But Bernthal refused. He screamed, “You ain’t breaking me, Chris. There’s nothing you can do to break me.” So Nolan kept filming, and kept filming.

For what he has called the hardest shoot of his life, Damon says The Odyssey would not be the movie it became if he and his co-stars hadn’t witnessed Bernthal in action, refusing to surrender to the elements, at the start of their long journey together. “That was the first example of somebody pushing past what they thought they could do. Nobody in that horse was ever going to complain for the next five months about anything because of what we saw,” Damon says. “It set the tone for the rest of us and how we needed to show up for each other and for the movie.”

Bernthal’s collaborators from across his 25-year screen career will not be surprised to hear this. The D.C. native made his name in small but impactful parts for the likes of Martin Scorsese (The Wolf of Wall Street), Denis Villeneuve (Sicario), James Mangold (Ford v Ferrari) and Ava DuVernay (Origin) by digging deep — no matter the size, no matter the cost.

“There was always another level to go to, another level to unpack. And he just kept working it and working it all the way through production with whatever time I could give him,” says Nolan. “He really wants to know that he’s lifted every rock. He examines every possibility for the character and what he could bring to it.”

Bernthal’s steady rise has culminated in an explosive 2026. His year began with the January limited series His & Hers, a juicy mystery co-starring Tessa Thompson that now ranks as the 10th most popular Netflix show of all time. He both co-wrote and starred in special installments of The Bear (“Gary”) and The Punisher (“One Last Kill”), series vehicles that have earned him, respectively, an Emmy Award and the Marvel seal of approval. To that latter point: The Odyssey’s release on Friday comes ahead of Spider-Man: Brand New Day (out July 31), in which Bernthal will debut his gravelly voiced antihero in an MCU movie after a decade of playing him in various TV shows.

Oh, right, and this past Sunday, Bernthal wrapped his four-month run in Dog Day Afternoon, where he made his Broadway debut, without missing a single show.

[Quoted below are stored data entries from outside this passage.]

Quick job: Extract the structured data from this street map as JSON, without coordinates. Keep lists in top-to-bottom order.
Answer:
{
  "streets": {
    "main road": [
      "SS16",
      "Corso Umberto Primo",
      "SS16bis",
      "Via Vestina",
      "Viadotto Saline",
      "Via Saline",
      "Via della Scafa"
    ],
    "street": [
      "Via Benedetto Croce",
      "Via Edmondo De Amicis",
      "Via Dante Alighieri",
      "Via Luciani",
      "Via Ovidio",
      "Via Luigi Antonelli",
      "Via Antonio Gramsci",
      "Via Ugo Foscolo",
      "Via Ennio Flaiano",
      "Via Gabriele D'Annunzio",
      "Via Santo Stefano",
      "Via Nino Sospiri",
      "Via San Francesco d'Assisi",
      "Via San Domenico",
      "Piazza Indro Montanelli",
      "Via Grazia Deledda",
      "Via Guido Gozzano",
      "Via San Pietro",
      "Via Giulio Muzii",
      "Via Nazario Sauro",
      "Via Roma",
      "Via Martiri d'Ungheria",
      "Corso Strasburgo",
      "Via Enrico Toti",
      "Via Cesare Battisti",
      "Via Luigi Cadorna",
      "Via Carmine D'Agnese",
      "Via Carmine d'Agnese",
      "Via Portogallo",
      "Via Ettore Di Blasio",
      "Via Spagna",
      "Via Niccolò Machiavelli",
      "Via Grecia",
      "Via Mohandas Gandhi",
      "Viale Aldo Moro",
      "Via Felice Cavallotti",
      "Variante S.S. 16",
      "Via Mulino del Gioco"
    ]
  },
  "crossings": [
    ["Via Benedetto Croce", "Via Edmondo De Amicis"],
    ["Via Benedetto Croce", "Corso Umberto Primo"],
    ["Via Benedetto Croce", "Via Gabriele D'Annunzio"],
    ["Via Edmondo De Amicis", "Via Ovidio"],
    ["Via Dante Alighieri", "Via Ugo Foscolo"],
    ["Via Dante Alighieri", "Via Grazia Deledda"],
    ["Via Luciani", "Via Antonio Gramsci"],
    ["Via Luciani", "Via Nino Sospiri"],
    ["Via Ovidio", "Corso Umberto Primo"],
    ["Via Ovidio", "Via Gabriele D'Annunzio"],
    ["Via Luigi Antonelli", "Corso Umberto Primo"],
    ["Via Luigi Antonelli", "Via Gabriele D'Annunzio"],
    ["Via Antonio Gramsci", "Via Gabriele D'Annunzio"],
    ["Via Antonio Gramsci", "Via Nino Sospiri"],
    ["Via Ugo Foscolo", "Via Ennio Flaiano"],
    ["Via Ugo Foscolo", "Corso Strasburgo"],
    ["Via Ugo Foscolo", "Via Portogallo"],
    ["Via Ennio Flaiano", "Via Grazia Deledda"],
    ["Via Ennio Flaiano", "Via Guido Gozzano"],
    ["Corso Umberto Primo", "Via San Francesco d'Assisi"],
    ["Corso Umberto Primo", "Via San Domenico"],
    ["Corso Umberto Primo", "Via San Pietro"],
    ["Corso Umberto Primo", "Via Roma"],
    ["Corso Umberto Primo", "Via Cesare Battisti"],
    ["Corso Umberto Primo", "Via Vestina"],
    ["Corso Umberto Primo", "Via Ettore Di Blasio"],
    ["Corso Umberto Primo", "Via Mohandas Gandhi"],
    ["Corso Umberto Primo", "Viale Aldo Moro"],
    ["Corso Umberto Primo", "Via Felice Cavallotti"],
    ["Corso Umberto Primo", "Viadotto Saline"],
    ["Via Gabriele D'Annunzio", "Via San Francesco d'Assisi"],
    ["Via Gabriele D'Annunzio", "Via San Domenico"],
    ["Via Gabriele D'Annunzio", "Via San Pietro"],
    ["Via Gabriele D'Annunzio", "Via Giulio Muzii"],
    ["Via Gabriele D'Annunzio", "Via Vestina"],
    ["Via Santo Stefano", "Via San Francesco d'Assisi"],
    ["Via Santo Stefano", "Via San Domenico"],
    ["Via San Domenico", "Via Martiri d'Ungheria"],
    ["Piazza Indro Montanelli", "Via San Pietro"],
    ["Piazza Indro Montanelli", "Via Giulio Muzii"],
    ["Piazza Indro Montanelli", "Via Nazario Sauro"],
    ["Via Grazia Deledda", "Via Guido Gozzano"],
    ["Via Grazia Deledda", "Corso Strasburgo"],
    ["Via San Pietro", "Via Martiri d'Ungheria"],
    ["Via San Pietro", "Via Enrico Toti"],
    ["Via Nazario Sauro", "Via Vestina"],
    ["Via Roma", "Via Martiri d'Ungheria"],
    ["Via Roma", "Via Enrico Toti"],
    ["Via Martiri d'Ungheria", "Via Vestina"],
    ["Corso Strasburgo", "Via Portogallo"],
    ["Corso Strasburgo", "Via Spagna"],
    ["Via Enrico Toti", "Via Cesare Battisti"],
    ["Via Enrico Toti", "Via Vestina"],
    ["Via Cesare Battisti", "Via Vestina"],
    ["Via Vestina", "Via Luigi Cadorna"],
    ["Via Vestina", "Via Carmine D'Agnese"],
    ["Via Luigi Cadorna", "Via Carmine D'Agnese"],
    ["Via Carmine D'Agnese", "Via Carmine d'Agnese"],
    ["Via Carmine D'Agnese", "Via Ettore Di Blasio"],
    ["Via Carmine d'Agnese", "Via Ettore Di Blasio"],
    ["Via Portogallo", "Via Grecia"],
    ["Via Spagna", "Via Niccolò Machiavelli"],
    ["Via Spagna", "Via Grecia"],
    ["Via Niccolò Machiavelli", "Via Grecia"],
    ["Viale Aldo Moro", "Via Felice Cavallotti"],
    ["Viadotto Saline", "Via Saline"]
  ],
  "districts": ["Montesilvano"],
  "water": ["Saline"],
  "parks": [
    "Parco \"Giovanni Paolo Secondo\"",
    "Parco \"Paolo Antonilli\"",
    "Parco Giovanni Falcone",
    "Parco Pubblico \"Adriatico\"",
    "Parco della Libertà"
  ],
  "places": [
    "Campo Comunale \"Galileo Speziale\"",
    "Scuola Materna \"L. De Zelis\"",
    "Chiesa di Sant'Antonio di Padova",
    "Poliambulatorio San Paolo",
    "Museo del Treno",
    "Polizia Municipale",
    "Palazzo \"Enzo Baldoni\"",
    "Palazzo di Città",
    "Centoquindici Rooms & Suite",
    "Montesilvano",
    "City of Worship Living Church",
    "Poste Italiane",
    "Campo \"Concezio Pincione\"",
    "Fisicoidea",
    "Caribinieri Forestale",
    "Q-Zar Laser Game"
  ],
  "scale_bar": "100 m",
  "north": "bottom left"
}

“The world, now especially, is so fraught with ‘You don’t want to be embarrassed,’ ‘You don’t want to strike out,’ ‘You don’t want to get too many nos,’ ‘You don’t want to be rejected,’” says Bernthal. “And God do I think that’s a mistake. That is the opposite of living. Go bold. Embarrass the fuck out of yourself. Look for nos. Look for people to reject you.”

***

That nonstop intensity takes a toll. The first time I meet with Bernthal, he seems a little worn out. It’s a hot, muggy June afternoon in Midtown Manhattan, and he’s waving me into the stage door of the August Wilson Theatre, where he’ll perform a Dog Day show mere hours from now. He closes the door behind me as I walk in, and we ascend a rickety staircase in near pitch-black darkness. “The lights are out,” he laments while adjusting his baseball cap. “There’s just no electricity.”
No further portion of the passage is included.